[Start of section]
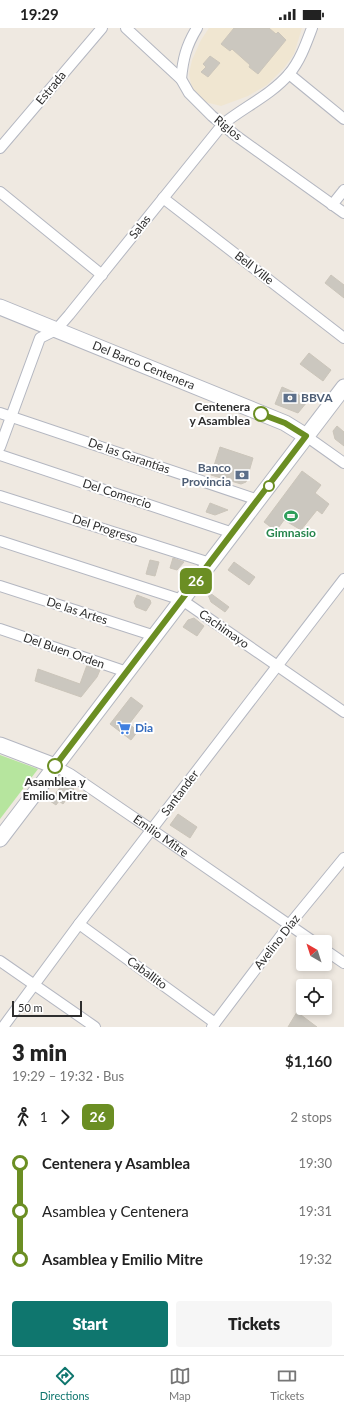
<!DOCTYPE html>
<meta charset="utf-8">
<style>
body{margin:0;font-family:Lato,sans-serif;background:#f6f6f6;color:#222;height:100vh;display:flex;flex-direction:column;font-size:15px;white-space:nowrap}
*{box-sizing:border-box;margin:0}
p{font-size:13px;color:#767676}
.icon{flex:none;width:22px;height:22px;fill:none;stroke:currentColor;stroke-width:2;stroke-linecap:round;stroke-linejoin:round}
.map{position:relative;height:999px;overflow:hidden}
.drawer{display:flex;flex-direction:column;background:#fff;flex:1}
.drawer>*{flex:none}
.badge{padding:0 8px;border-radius:6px;font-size:14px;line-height:26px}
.needle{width:26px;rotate:321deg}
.tools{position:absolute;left:296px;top:907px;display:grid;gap:8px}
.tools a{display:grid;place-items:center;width:36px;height:36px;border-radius:4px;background:#fff;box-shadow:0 2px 6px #0003;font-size:20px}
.scale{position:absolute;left:12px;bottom:10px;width:70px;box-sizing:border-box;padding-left:4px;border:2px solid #2e2e2e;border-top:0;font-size:11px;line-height:14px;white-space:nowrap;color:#2e2e2e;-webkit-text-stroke:3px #fff;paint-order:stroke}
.map>.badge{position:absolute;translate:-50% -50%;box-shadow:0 0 0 2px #fff}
.legs{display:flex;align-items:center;gap:6px;height:44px;padding:0 12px;font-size:13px}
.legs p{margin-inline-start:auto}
.overview{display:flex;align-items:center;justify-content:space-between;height:68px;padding:0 12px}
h1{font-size:22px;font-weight:800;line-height:30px}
.cta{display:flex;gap:8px;margin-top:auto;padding:8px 12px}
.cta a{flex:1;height:46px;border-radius:4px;background:#0f766e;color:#fff;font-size:16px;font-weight:800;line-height:46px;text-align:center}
.cta a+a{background:#f6f6f6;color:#222}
ul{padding:0 12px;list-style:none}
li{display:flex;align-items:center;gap:14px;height:48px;font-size:15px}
li i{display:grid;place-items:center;width:6px;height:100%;margin:0 5px;background:currentColor}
li i::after{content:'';width:10px;height:10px;margin:-5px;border:3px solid;border-radius:50%;background:#fff}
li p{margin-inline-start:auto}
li:first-child i{background:linear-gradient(#0000 50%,currentColor 0)}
li:last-child i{background:linear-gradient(currentColor 50%,#0000 0)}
.status{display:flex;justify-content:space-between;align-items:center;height:28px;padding:0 20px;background:#fff;direction:ltr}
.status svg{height:11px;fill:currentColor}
.dock{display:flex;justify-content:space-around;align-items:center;height:56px;border-top:1px solid #e0e0e0;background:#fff;font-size:11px;color:#767676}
.dock a{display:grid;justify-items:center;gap:2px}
.dock .active{color:#0f766e}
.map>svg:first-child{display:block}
.education{fill:#f0e6d1}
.green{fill:#b6e59e}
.building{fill:#cbc7bf;stroke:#cbc5ba}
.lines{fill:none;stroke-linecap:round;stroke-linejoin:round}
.street-casing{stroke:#b4b7c1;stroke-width:12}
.secondary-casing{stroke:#b4b7c1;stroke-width:17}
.street{stroke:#fff;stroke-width:10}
.secondary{stroke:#fff;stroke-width:15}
.line-1-casing{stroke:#fff;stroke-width:9}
.line-1{stroke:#6b8e23;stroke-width:6}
.stop-1-dot{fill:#fff;stroke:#6b8e23;stroke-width:2}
.labels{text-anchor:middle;stroke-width:4;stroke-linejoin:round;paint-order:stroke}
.street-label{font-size:12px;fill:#2e2e2e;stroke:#fff}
.service-label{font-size:12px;font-weight:bold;fill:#4e5e75;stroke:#fff;text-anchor:start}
.stop-label{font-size:12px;font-weight:bold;fill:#2e2e2e;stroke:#fff;text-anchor:end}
.leisure-label{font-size:12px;font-weight:bold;fill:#27864d;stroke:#fff}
.shop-label{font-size:12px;font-weight:bold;fill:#366cbe;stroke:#fff;text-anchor:start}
</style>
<div class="status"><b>19:29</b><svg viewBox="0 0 49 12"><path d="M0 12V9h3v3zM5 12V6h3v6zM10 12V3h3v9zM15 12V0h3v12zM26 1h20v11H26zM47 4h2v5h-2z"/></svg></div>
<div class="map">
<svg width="344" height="999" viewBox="0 0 344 999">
<rect width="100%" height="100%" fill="#efe9e1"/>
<path class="education" d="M209,0H302L294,26L284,40L267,57L248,68L221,78L205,74L195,66L191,56L189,46L192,32L201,12Z"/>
<path class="green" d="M0,727L38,741L0,791Z"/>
<g class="building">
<path d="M234,0H269L276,6L278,4L286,12L258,46L249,39L250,37L232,21L230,23L221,16Z"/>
<path d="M210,28L220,35L208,49L201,44L206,39L203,36Z"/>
<path d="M331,247L344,257V270L325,255Z"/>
<path d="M309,325L331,342L323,353L300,336Z"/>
<path d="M282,359L298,366L307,374L298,385L275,376Z"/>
<path d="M337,398L344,404V418L335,411L333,403Z"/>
<path d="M220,419L253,430L246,454L241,456L211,447Z"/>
<path d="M302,443L321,457L315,465L329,476L322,486L317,482L301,502L284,492L276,503L264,494Z"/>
<path d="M210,475L228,482L215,487L206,484Z"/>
<path d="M173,530L184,534L177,542L170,540Z"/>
<path d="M150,532L159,534L155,548L146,546Z"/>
<path d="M234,534L255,549L249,557L228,542Z"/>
<path d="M206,562L229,579L225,584L211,574Z"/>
<path d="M137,567L150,572L151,575L146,583L136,579L134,574Z"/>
<path d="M194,590L204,598L197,608L183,599L188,592Z"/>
<path d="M87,637L100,642L97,649L81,669L35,653L38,641L80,656Z"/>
<path d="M131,669L143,678L129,696L138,703L131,712L110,696Z"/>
<path d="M64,754L74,761L63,776L59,773L56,777L50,773Z"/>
<path d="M178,786L197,799L190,810L170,797Z"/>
<path d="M297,984L317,999H288Z"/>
</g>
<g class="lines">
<g class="street-casing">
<g id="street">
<path d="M126,0L181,51L189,65L212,88L235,107L344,185"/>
<path d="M289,46L344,91"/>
<path d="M181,51C183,31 186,18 197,0"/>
<path d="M0,120L102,0"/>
<path d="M0,164L102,247"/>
<path d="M163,170L344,310"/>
<path d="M332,177L344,162"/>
<path d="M0,385L258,472"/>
<path d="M306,408L344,435"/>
<path d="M0,419L40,310L56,302L69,287L223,96C244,79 271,67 289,46C300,33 306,16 312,0"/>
<path d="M0,427L233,505"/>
<path d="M0,468L210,535"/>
<path d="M0,513L182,572L344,684"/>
<path d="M0,558L155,608"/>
<path d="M0,601L127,644"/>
<path id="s1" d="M55,738L70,746L152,802L314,914"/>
<path d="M79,896L215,995"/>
<path d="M325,922L344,935"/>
<path d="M0,933L95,999"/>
<path d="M3,999L79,896L344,551"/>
<path d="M212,999L289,897L344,830"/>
</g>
</g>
<g class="secondary-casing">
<g id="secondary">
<path id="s2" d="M0,279L285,395L306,408"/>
<path d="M0,717L55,738"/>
<path d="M0,811L344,359"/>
</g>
</g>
<use href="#street" class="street"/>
<use href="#secondary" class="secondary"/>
</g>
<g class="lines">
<g class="line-1-casing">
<path id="line-1" d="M55,738L306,408L285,395L261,386"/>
</g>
<use href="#line-1" class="line-1"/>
</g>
<defs>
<g id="bank-bare" transform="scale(1.08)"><path d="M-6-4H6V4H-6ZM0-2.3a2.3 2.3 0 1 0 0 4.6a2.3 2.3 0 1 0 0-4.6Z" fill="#5c6f8a" stroke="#fff" stroke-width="2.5" paint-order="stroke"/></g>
<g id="stadium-bare" transform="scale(1.08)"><path d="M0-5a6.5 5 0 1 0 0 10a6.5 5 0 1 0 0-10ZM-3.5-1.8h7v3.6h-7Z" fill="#2e9e5b" stroke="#fff" stroke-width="2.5" paint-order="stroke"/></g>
<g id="supermarket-bare" transform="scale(1.08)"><path d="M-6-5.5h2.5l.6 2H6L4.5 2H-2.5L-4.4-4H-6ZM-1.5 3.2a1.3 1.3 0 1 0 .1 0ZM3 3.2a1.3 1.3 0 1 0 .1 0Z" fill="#3f7fe0" stroke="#fff" stroke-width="2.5" paint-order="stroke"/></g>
</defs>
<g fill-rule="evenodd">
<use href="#bank-bare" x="290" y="370"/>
<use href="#bank-bare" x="242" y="447"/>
<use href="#stadium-bare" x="291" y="488"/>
<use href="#supermarket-bare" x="124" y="700"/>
</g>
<g class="stop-1-dot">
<circle cx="261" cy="386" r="7"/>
<circle cx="269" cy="458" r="5"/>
<circle cx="55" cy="738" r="7"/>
</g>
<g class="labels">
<g class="street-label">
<text transform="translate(51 60) rotate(-50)" y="4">Estrada</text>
<text transform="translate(228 100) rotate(39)" y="4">Riglos</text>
<text transform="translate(140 199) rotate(-52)" y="4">Salas</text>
<text transform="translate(254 240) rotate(38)" y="4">Bell Ville</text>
<text dy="4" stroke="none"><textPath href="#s2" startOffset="155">Del Barco Centenera</textPath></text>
<text transform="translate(129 428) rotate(19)" y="4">De las Garantías</text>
<text transform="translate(117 466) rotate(18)" y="4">Del Comercio</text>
<text transform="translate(105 501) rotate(18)" y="4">Del Progreso</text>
<text transform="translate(77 583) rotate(18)" y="4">De las Artes</text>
<text transform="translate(224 601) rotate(35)" y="4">Cachimayo</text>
<text transform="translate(64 623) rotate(19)" y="4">Del Buen Orden</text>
<text transform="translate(180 765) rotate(-53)" y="4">Santander</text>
<text dy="4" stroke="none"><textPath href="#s1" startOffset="127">Emilio Mitre</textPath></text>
<text transform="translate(277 914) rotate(-52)" y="4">Avelino Díaz</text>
<text transform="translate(147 945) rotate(36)" y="4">Caballito</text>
</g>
<g class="service-label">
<text x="301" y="374">BBVA</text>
<text x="231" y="444" text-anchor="end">Banco<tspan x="231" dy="14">Provincia</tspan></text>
</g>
<g class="stop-label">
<text x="250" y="383">Centenera<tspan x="250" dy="14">y Asamblea</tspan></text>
<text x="55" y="758" text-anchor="middle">Asamblea y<tspan x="55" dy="14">Emilio Mitre</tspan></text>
</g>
<g class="leisure-label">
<text x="291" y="509">Gimnasio</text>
</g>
<g class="shop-label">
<text x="135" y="704">Dia</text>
</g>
</g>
</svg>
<div class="tools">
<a><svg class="needle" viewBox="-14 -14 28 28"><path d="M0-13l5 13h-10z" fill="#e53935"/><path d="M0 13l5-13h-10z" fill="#767676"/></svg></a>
<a><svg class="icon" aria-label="locate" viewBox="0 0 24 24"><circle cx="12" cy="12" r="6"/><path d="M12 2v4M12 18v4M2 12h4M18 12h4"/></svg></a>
</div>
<div class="scale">50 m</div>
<b class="badge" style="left:196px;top:553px;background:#6b8e23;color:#fff">26</b>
</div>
<section class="drawer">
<div class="overview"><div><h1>3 min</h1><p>19:29 – 19:32 · Bus</p></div><b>$1,160</b></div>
<div class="legs"><svg class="icon" aria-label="walk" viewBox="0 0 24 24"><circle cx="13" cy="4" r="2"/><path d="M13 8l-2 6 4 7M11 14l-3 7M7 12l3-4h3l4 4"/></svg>1<svg class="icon" aria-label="forward" viewBox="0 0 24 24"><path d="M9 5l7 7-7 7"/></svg><b class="badge" style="background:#6b8e23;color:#fff">26</b><p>2 stops</p></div>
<ul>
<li><i style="color:#6b8e23"></i><b>Centenera y Asamblea</b><p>19:30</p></li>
<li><i style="color:#6b8e23"></i><span>Asamblea y Centenera</span><p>19:31</p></li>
<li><i style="color:#6b8e23"></i><b>Asamblea y Emilio Mitre</b><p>19:32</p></li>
</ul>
<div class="cta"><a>Start</a><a>Tickets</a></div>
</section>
<nav class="dock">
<a class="active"><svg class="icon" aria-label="directions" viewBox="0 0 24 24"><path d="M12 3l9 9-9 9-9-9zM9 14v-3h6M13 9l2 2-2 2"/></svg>Directions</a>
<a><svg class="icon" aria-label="map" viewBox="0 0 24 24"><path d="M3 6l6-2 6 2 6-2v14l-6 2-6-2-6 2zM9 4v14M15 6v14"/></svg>Map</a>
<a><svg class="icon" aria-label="tickets" viewBox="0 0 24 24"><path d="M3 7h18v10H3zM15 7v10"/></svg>Tickets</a>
</nav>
[End of section]
WHAT THIS TASK INVOLVES: List every line from the entries above in which "linecap" appears.

TASK RESULT:
.icon{flex:none;width:22px;height:22px;fill:none;stroke:currentColor;stroke-width:2;stroke-linecap:round;stroke-linejoin:round}
.lines{fill:none;stroke-linecap:round;stroke-linejoin:round}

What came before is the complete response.